- [Entries shown]:
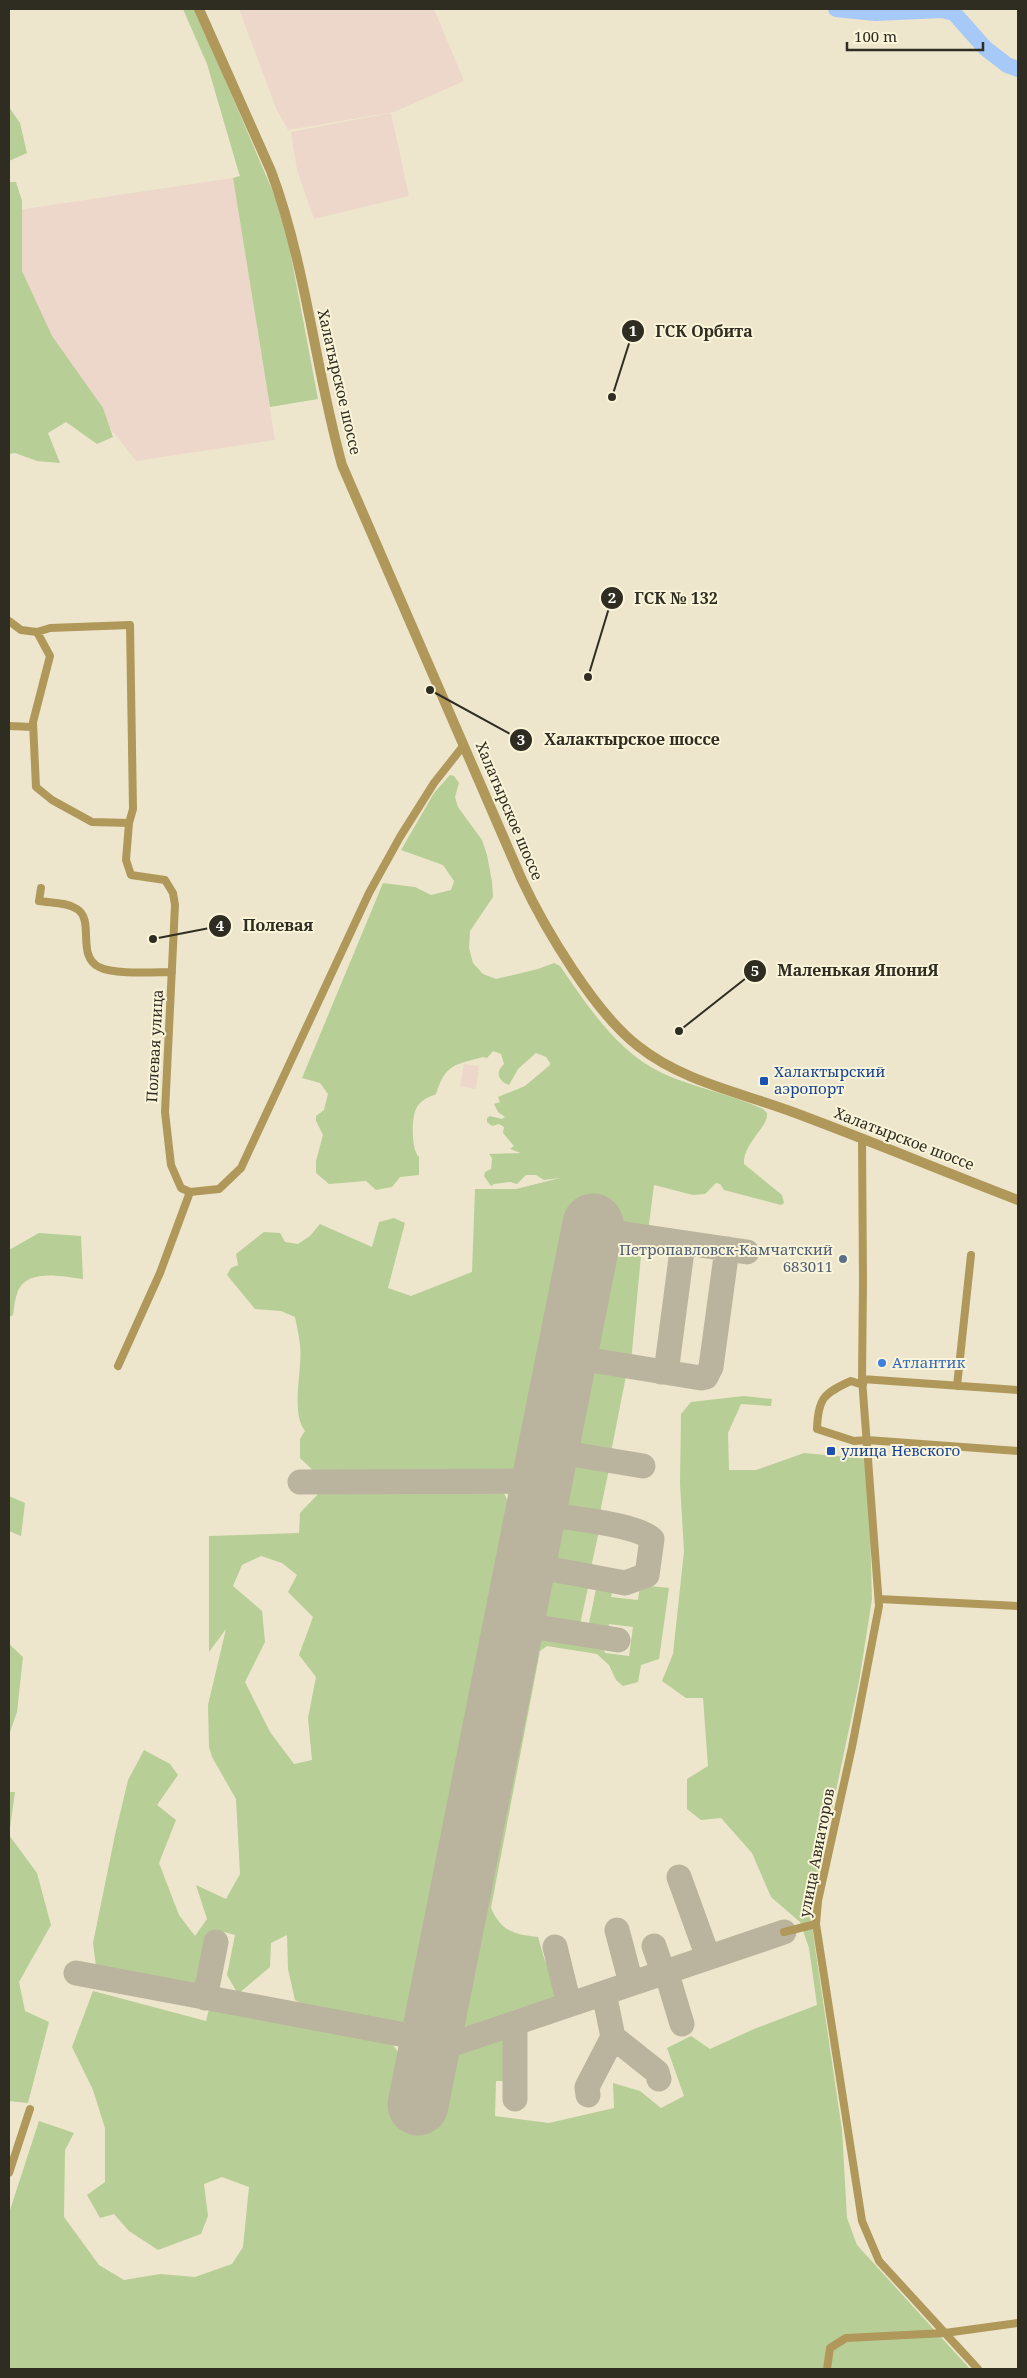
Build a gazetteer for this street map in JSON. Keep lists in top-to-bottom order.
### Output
{
  "streets": {
    "street": ["Халатырское шоссе", "Полевая улица", "улица Авиаторов"]
  },
  "places": {
    "other": [
      "ГСК Орбита",
      "ГСК № 132",
      "Халактырское шоссе",
      "Полевая",
      "Маленькая ЯпониЯ",
      "Петропавловск-Камчатский 683011",
      "Атлантик"
    ],
    "transit": ["Халактырский аэропорт", "улица Невского"]
  },
  "scale_bar": "100 m"
}
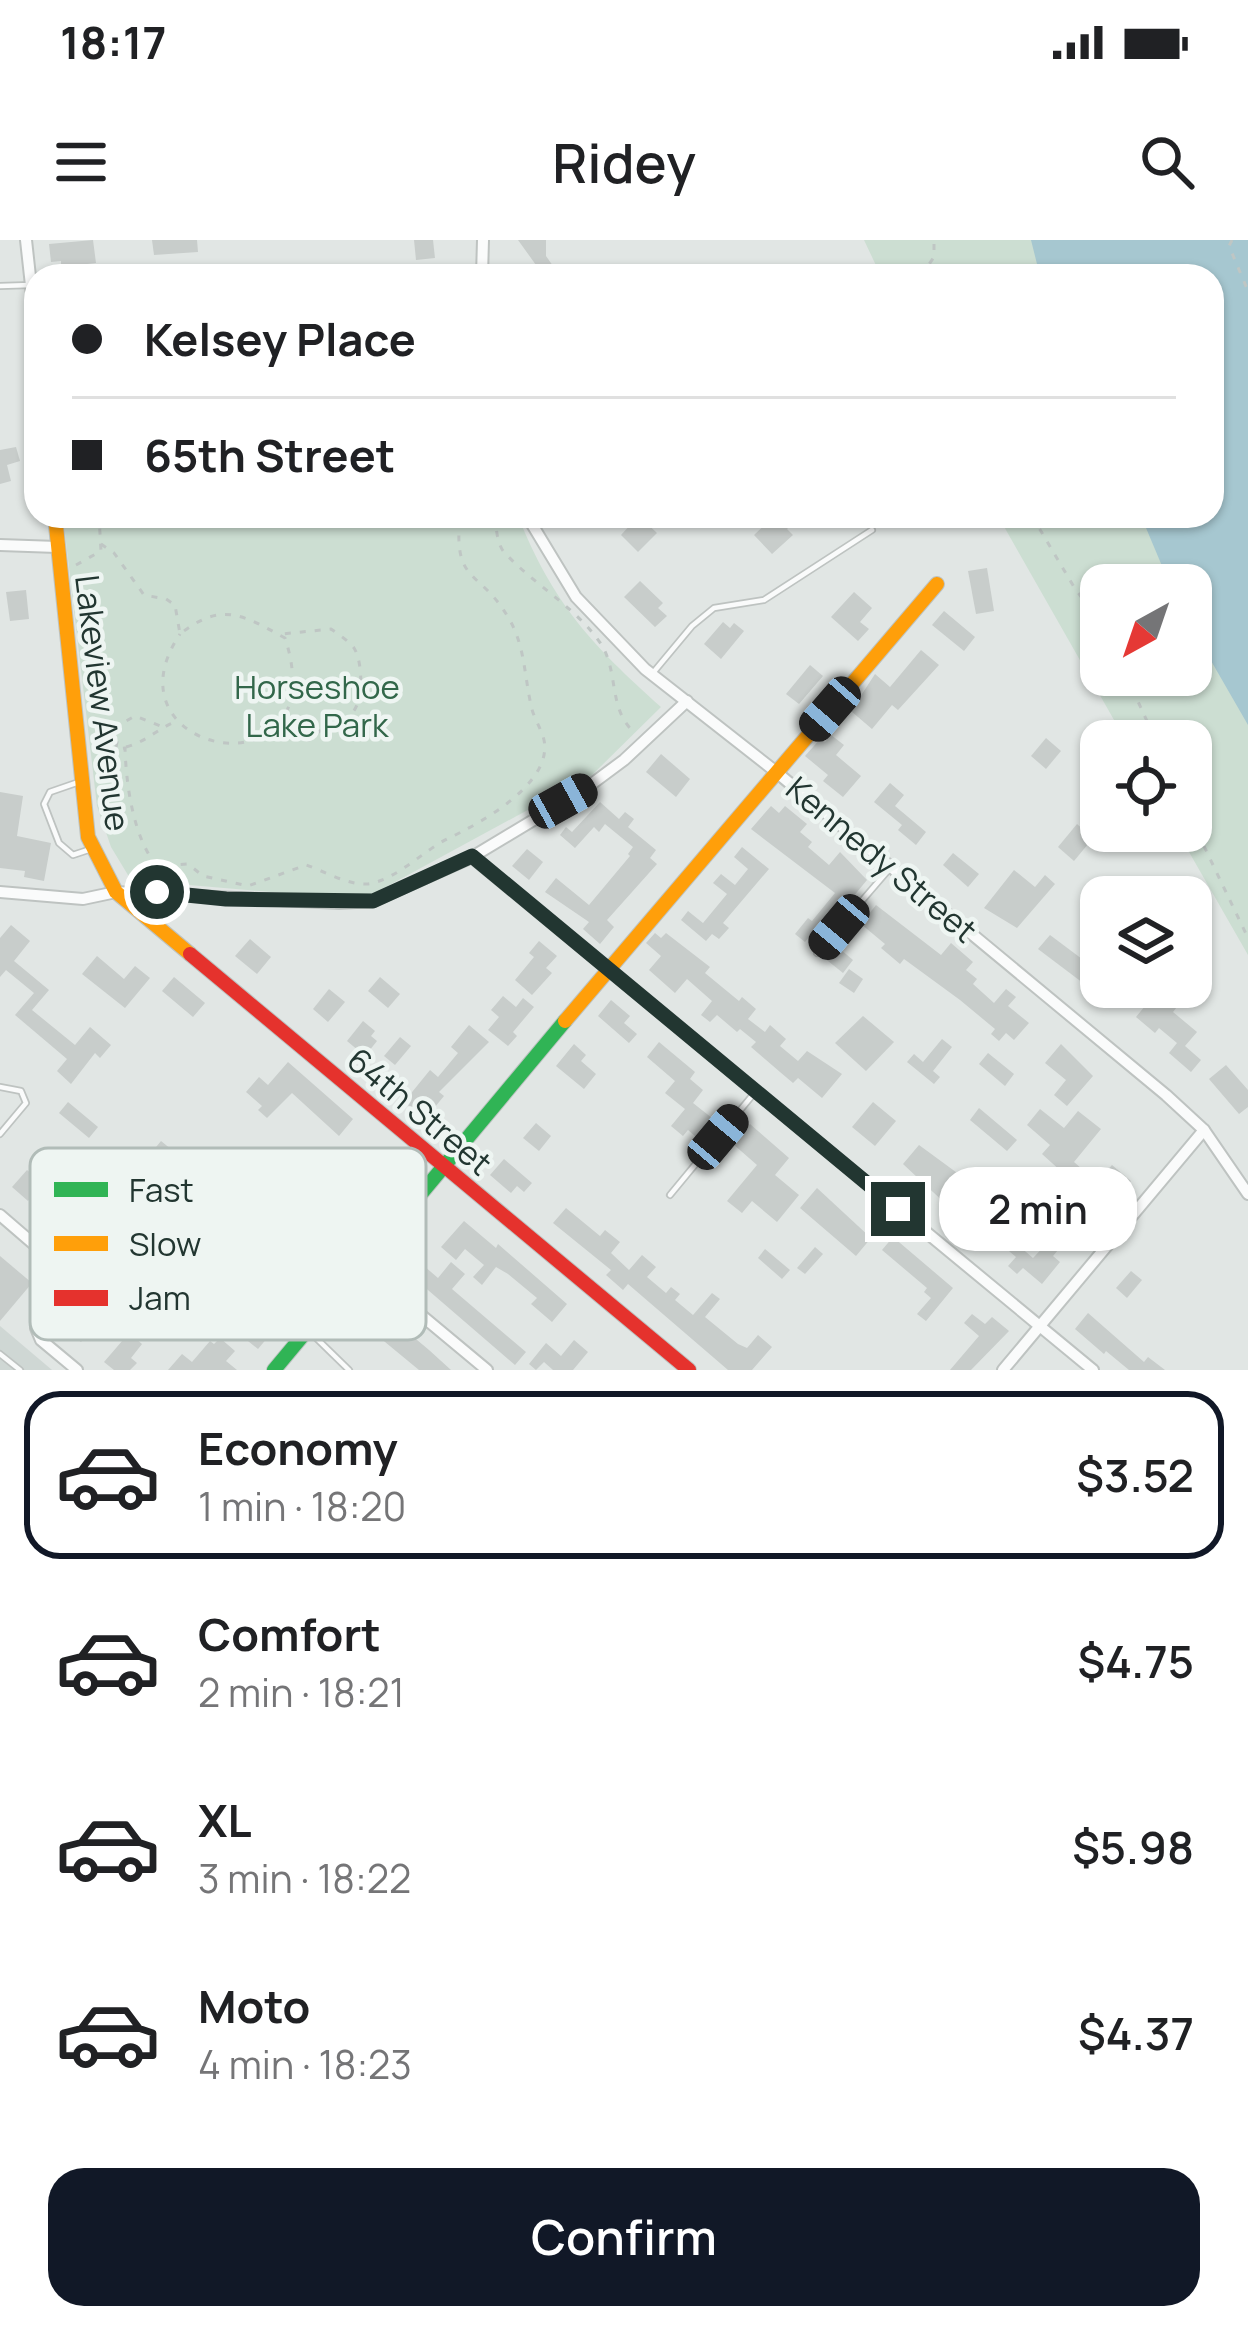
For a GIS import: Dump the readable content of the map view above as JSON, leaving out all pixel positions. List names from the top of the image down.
{
  "streets": {
    "street": ["Lakeview Avenue", "Kennedy Street", "64th Street"]
  },
  "crossings": [
    ["Lakeview Avenue", "64th Street"]
  ],
  "parks": ["Horseshoe Lake Park"],
  "legend": ["Fast", "Slow", "Jam"],
  "north": "bottom left",
  "page": {
    "status": "18:17",
    "header": "Ridey",
    "banner": ["Kelsey Place", "65th Street"],
    "bubble": "2 min",
    "list": [
      {
        "name": "Economy",
        "note": "1 min · 18:20",
        "value": "$3.52"
      },
      {
        "name": "Comfort",
        "note": "2 min · 18:21",
        "value": "$4.75"
      },
      {
        "name": "XL",
        "note": "3 min · 18:22",
        "value": "$5.98"
      },
      {
        "name": "Moto",
        "note": "4 min · 18:23",
        "value": "$4.37"
      }
    ],
    "buttons": "Confirm"
  }
}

- [Description of the task]:
In the listing above, the line containing "For a GIS import: Dump" and all lines after it are to be restated word for word.

- [Result]:
For a GIS import: Dump the readable content of the map view above as JSON, leaving out all pixel positions. List names from the top of the image down.
{
  "streets": {
    "street": ["Lakeview Avenue", "Kennedy Street", "64th Street"]
  },
  "crossings": [
    ["Lakeview Avenue", "64th Street"]
  ],
  "parks": ["Horseshoe Lake Park"],
  "legend": ["Fast", "Slow", "Jam"],
  "north": "bottom left",
  "page": {
    "status": "18:17",
    "header": "Ridey",
    "banner": ["Kelsey Place", "65th Street"],
    "bubble": "2 min",
    "list": [
      {
        "name": "Economy",
        "note": "1 min · 18:20",
        "value": "$3.52"
      },
      {
        "name": "Comfort",
        "note": "2 min · 18:21",
        "value": "$4.75"
      },
      {
        "name": "XL",
        "note": "3 min · 18:22",
        "value": "$5.98"
      },
      {
        "name": "Moto",
        "note": "4 min · 18:23",
        "value": "$4.37"
      }
    ],
    "buttons": "Confirm"
  }
}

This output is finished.